_About this exercise_. Which lines below include "halo"? Copy them all.

Saved data entries:
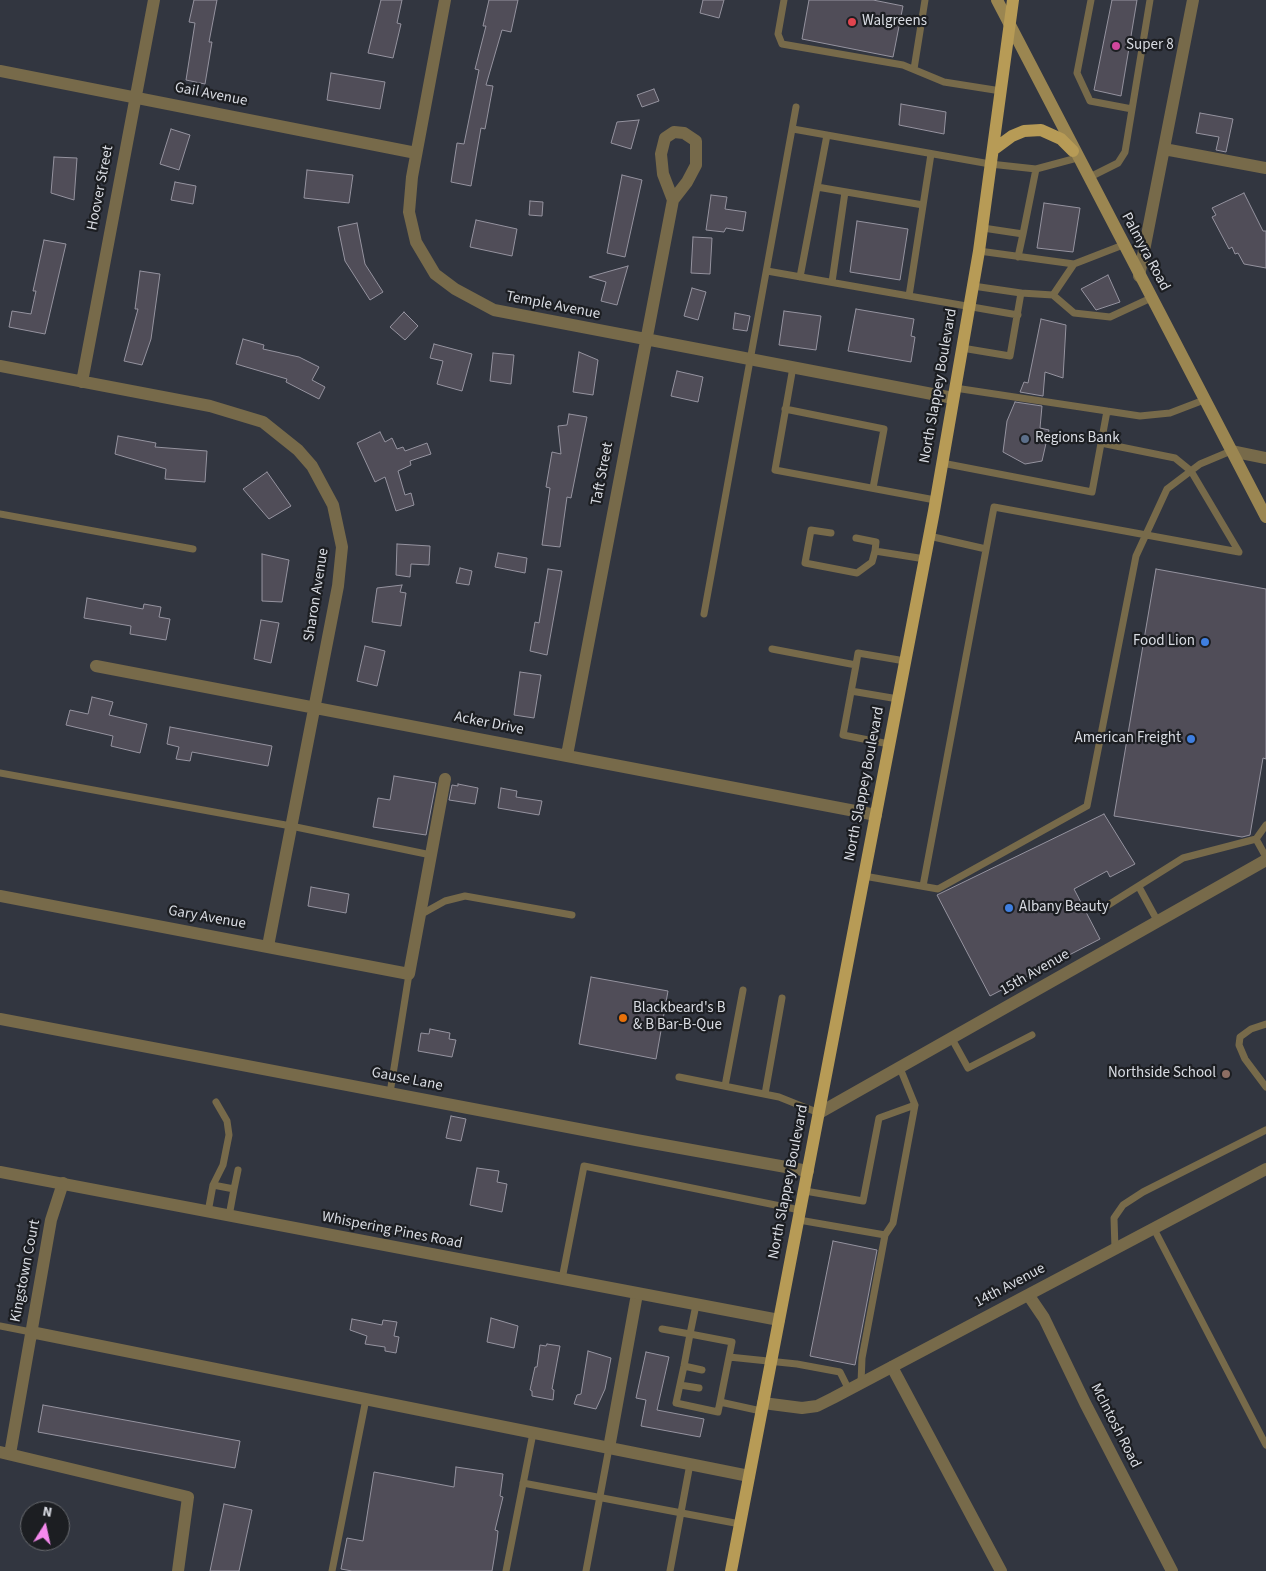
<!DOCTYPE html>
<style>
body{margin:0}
#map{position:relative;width:1266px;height:1571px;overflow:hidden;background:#323640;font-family:"Source Sans 3",sans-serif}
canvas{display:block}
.north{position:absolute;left:20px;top:1501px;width:50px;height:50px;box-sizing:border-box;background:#1c1e22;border:1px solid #686a6f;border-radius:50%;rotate:10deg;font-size:14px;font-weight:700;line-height:20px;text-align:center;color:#d9dce3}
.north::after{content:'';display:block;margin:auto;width:18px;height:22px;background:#f589ee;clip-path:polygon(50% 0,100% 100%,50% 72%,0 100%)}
</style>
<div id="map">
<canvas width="1266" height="1571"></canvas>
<div class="north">N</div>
</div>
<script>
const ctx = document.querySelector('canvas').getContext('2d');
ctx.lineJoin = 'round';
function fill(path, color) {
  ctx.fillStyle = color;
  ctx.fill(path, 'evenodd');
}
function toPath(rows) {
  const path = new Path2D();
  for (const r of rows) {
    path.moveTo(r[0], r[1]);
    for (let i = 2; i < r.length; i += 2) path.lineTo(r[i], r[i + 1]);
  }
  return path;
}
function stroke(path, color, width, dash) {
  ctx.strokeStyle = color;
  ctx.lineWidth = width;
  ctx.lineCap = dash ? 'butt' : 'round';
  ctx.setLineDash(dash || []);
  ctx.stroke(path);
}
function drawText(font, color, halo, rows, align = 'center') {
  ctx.font = font + ' "Source Sans 3",sans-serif';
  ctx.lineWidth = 4.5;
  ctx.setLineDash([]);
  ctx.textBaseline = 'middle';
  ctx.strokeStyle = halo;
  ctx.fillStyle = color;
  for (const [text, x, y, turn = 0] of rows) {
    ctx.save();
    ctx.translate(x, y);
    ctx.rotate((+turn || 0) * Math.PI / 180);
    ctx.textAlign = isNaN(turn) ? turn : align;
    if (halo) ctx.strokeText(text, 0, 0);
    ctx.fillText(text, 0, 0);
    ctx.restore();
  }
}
const building = toPath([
 [194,0,217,0,209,42,212,42,205,84,186,80,195,23,189,22,194,0],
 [381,0,402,0,397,23,401,24,393,58,368,53,381,0],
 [489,0,518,0,511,32,502,30,486,85,493,86,485,129,481,128,471,186,451,182,457,143,464,144,479,70,475,69,486,26,483,26,489,0],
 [703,0,724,0,719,18,700,13,703,0],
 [809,0,873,0,903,6,893,57,802,39,809,0],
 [1112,0,1137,0,1121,96,1094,90,1112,0],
 [331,73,385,82,380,109,327,100,331,73],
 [654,89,659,101,642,107,637,95,654,89],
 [901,104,946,112,944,134,899,125,901,104],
 [1200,113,1233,119,1226,152,1216,150,1219,137,1196,133,1200,113],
 [639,120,631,149,611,143,617,122,639,120],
 [171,129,190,135,179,170,160,164,171,129],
 [54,157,77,158,74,200,51,193,54,157],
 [307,170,353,175,349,203,304,198,307,170],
 [622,175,642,180,625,257,607,253,622,175],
 [175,182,196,186,193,204,171,200,175,182],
 [1244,193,1263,231,1266,231,1266,268,1244,264,1238,253,1235,254,1232,247,1229,249,1212,217,1216,215,1212,208,1244,193],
 [711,195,727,197,725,209,746,212,743,231,726,228,724,232,706,230,711,195],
 [530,201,543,202,542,216,529,215,530,201],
 [1044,203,1080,208,1073,252,1037,248,1044,203],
 [476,220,517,229,512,256,470,247,476,220],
 [857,221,908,229,900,280,850,272,857,221],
 [357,223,365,264,383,292,370,300,345,261,338,227,357,223],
 [693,237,712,238,710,274,691,273,693,237],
 [44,240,66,244,45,334,9,327,12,311,31,314,36,291,33,291,44,240],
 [628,266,617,305,601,301,606,282,589,277,628,266],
 [140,271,160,274,151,339,142,365,124,361,138,309,135,309,140,271],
 [1108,275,1120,302,1096,310,1081,289,1108,275],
 [692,288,706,292,698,320,684,316,692,288],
 [856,309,914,319,911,336,915,337,911,362,848,351,856,309],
 [784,311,821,316,816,350,779,345,784,311],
 [404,312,418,326,405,340,390,327,404,312],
 [735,313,750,316,747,331,733,329,735,313],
 [1041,319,1066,325,1063,378,1045,372,1043,396,1020,392,1024,382,1028,383,1041,319],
 [243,339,264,345,263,349,299,357,319,367,312,380,325,387,319,399,286,382,287,379,236,364,243,339],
 [434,344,472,354,462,391,437,384,443,361,430,358,434,344],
 [579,352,598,360,593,395,573,392,579,352],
 [493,353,514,355,511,384,490,381,493,353],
 [677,371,703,377,698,402,671,396,677,371],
 [1015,402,1042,406,1040,428,1049,430,1042,461,1025,464,1003,452,1007,421,1015,402],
 [569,414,587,417,571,498,567,497,560,547,542,545,550,488,546,487,552,452,561,454,558,426,567,425,569,414],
 [380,432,385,442,392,438,397,449,403,447,405,451,427,443,431,454,410,461,411,465,398,471,405,495,411,493,414,505,396,511,385,477,375,482,357,443,380,432],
 [118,436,156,443,155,447,207,451,205,482,165,479,166,469,115,454,118,436],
 [267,472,291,506,269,519,243,489,267,472],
 [397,544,430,546,429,565,411,564,410,577,396,575,397,544],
 [498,553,527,558,525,573,495,567,498,553],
 [262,554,289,560,282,602,262,601,262,554],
 [460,568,472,571,469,585,456,583,460,568],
 [548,569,562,571,547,655,530,651,535,622,539,623,548,569],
 [1156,569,1266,589,1266,759,1263,758,1250,835,1242,837,1114,816,1156,569],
 [402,585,400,592,406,593,401,626,372,622,377,588,402,585],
 [87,598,143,609,144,604,161,607,159,617,170,619,166,640,130,634,131,626,84,618,87,598],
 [261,620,279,623,271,663,254,659,261,620],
 [365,646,385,651,377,686,357,681,365,646],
 [520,672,541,675,534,718,514,715,520,672],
 [92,697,113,702,109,715,147,724,140,753,111,746,113,736,66,725,70,710,88,714,92,697],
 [170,727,272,746,268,766,192,752,190,761,176,759,179,747,167,744,170,727],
 [394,776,436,783,426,835,373,827,378,798,390,800,394,776],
 [458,784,478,788,475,804,449,800,452,785,458,786,458,784],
 [501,788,517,791,516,797,542,801,539,815,498,808,501,788],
 [1104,814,1135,864,1110,877,1107,871,1074,889,1100,939,990,996,937,895,1104,814],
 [311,887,349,894,346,913,308,906,311,887],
 [591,977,668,991,656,1059,579,1044,591,977],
 [430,1029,450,1033,449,1039,456,1040,452,1057,418,1051,421,1033,429,1034,430,1029],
 [451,1116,466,1119,461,1141,446,1138,451,1116],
 [477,1168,499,1171,497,1182,507,1184,502,1212,470,1205,477,1168],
 [833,1241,877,1250,855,1365,810,1356,833,1241],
 [491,1318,518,1326,514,1348,487,1342,491,1318],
 [352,1319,382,1325,383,1320,397,1322,394,1336,399,1337,396,1353,385,1351,385,1347,365,1344,367,1336,350,1330,352,1319],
 [547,1344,560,1346,552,1389,554,1390,553,1400,532,1396,532,1391,530,1390,535,1367,537,1367,540,1345,546,1346,547,1344],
 [588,1351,611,1358,605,1389,596,1409,574,1404,577,1395,581,1394,588,1351],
 [646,1352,669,1357,657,1410,704,1419,700,1437,641,1426,646,1400,636,1398,646,1352],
 [43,1405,240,1441,235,1468,38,1432,43,1405],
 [456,1467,503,1474,500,1496,503,1497,495,1530,498,1531,497,1541,492,1571,352,1571,341,1569,347,1538,363,1541,374,1472,454,1487,456,1467],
 [224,1504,252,1510,239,1571,210,1571,224,1504]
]);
fill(building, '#504d58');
stroke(building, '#95939f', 1);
stroke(toPath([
 [784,0,778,34,782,44,903,65,944,82,1001,91],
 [1091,0,1077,73,1090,101,1132,109],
 [914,69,925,0],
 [793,129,990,164,1036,169],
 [1088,178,1118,163,1125,152,1150,0],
 [817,187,923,205],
 [983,228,1023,234,1036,169,1077,158],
 [979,251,1074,264],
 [1018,257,1023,234],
 [767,271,909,296,931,154],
 [800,277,827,135],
 [832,282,845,192],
 [1021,293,1053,295,1074,264,1123,245],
 [1053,295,1074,313,1110,317,1151,298],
 [909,296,1018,315],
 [962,348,1010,356,1021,293,973,286],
 [793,367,775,470,935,500],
 [955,388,1140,416,1170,413,1204,400],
 [785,409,884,429,873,488],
 [942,463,1092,492,1107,411],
 [0,514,193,549],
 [831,533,811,530,805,563,857,573,872,562,875,551,925,559],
 [929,536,986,549],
 [856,538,876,542,875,551],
 [704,614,796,107],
 [772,649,856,665],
 [851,691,898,699],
 [889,744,843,735,856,665,858,653,905,661],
 [0,773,291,826,431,855],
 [1266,825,1256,839,1266,857],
 [864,876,938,889,1087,806,1136,556,1167,489,1200,464,1231,451],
 [923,886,994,507,1239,552,1191,471,1175,458,1101,443],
 [1139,887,1158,922],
 [1105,907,1183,858,1256,839],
 [420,915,445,901,465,896,572,915],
 [1266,1024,1251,1029,1240,1037,1239,1045,1245,1059,1266,1087],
 [952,1039,968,1068,1032,1035],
 [679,1077,779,1097,819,1113],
 [725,1086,743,990],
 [390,1093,409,974],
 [765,1094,782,998],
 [213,1185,223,1165,229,1135,227,1121,216,1102],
 [234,1189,238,1170],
 [805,1191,863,1201,879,1118,915,1105],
 [208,1212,213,1185,234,1189,229,1216],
 [799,1220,885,1235],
 [1154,1229,1266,1445],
 [1115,1249,1114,1218,1123,1205,1143,1192,1266,1130],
 [562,1279,584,1166,800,1210],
 [0,1326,31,1332],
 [662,1329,690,1334,732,1342,718,1412,676,1403,684,1366,690,1334,696,1305],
 [729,1357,797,1364,840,1372,849,1390],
 [684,1366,702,1370],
 [861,1383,862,1358,885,1235,893,1223,915,1105,900,1068],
 [680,1385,699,1388],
 [720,1402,761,1411],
 [523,1483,740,1524],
 [332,1571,366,1399],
 [506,1571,533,1433],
 [586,1571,609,1448],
 [670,1571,690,1464]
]), '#776a4a', 7);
stroke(toPath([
 [445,0,412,177,409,212,416,242,435,274,455,289,494,310,953,398],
 [0,71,416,153],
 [1164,149,1266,168],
 [1139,276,1193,0],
 [0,366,210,406,263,422,298,450,312,466,333,505,342,547,338,586,268,946],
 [82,382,154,0],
 [1231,451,1266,458],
 [96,666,876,815],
 [567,755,673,200,687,182,696,165,696,141,684,133,674,132,665,138,661,154,663,174,673,200],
 [0,896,409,974,445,779],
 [0,1019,636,1140,808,1171],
 [819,1113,1266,860],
 [1029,1296,1044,1318,1085,1403,1172,1571],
 [31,1332,749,1476],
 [892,1367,1001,1571],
 [609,1448,637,1294],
 [0,1452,188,1497,178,1571],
 [10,1454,51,1220,63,1183]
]), '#776a4a', 12);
stroke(toPath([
 [0,1172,779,1320],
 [763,1403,802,1408,817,1406,833,1398,1266,1169]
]), '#776a4a', 12);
stroke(toPath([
 [997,0,1266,517]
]), '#9b8651', 12);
stroke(toPath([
 [993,150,1012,136,1024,131,1041,130,1061,139,1073,151],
 [731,1571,934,511,979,251,1013,0]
]), '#b79b56', 12);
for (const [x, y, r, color] of [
 [852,22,5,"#e0444e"],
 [1116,46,5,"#d1479c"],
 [1025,439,5,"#5c6f8a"],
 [1205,642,5,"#3f7fe0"],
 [1191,739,5,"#3f7fe0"],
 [1009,908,5,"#3f7fe0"],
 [623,1018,5,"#e8710a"],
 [1226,1074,5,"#8d6e63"]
]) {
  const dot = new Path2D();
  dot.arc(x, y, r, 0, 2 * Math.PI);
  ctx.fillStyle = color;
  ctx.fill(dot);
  stroke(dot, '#1c1e22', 2);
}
drawText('15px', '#d9dce3', '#1c1e22', [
 ["Walgreens",862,22],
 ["Super 8",1126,46],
 ["Regions Bank",1035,439],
 ["Food Lion",1195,642,"right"],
 ["American Freight",1181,739,"right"],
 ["Albany Beauty",1019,908],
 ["Blackbeard's B",633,1009],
 ["& B Bar-B-Que",633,1026],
 ["Northside School",1216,1074,"right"]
], 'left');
drawText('15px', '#d9dce3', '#1c1e22', [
 ["Gail Avenue",211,95,11],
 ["Hoover Street",101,188,-79],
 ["Palmyra Road",1145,252,62],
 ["Temple Avenue",553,306,11],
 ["North Slappey Boulevard",939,386,-80],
 ["Taft Street",603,474,-79],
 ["Sharon Avenue",317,595,-81],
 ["Acker Drive",489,724,11],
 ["North Slappey Boulevard",865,784,-79],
 ["Gary Avenue",207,918,10],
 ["15th Avenue",1035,973,-30],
 ["Gause Lane",407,1080,11],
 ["North Slappey Boulevard",789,1182,-79],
 ["Whispering Pines Road",392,1231,11],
 ["Kingstown Court",26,1271,-79],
 ["14th Avenue",1010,1286,-28],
 ["McIntosh Road",1115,1426,63]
]);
</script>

_Result for this exercise_.
function drawText(font, color, halo, rows, align = 'center') {
  ctx.strokeStyle = halo;
    if (halo) ctx.strokeText(text, 0, 0);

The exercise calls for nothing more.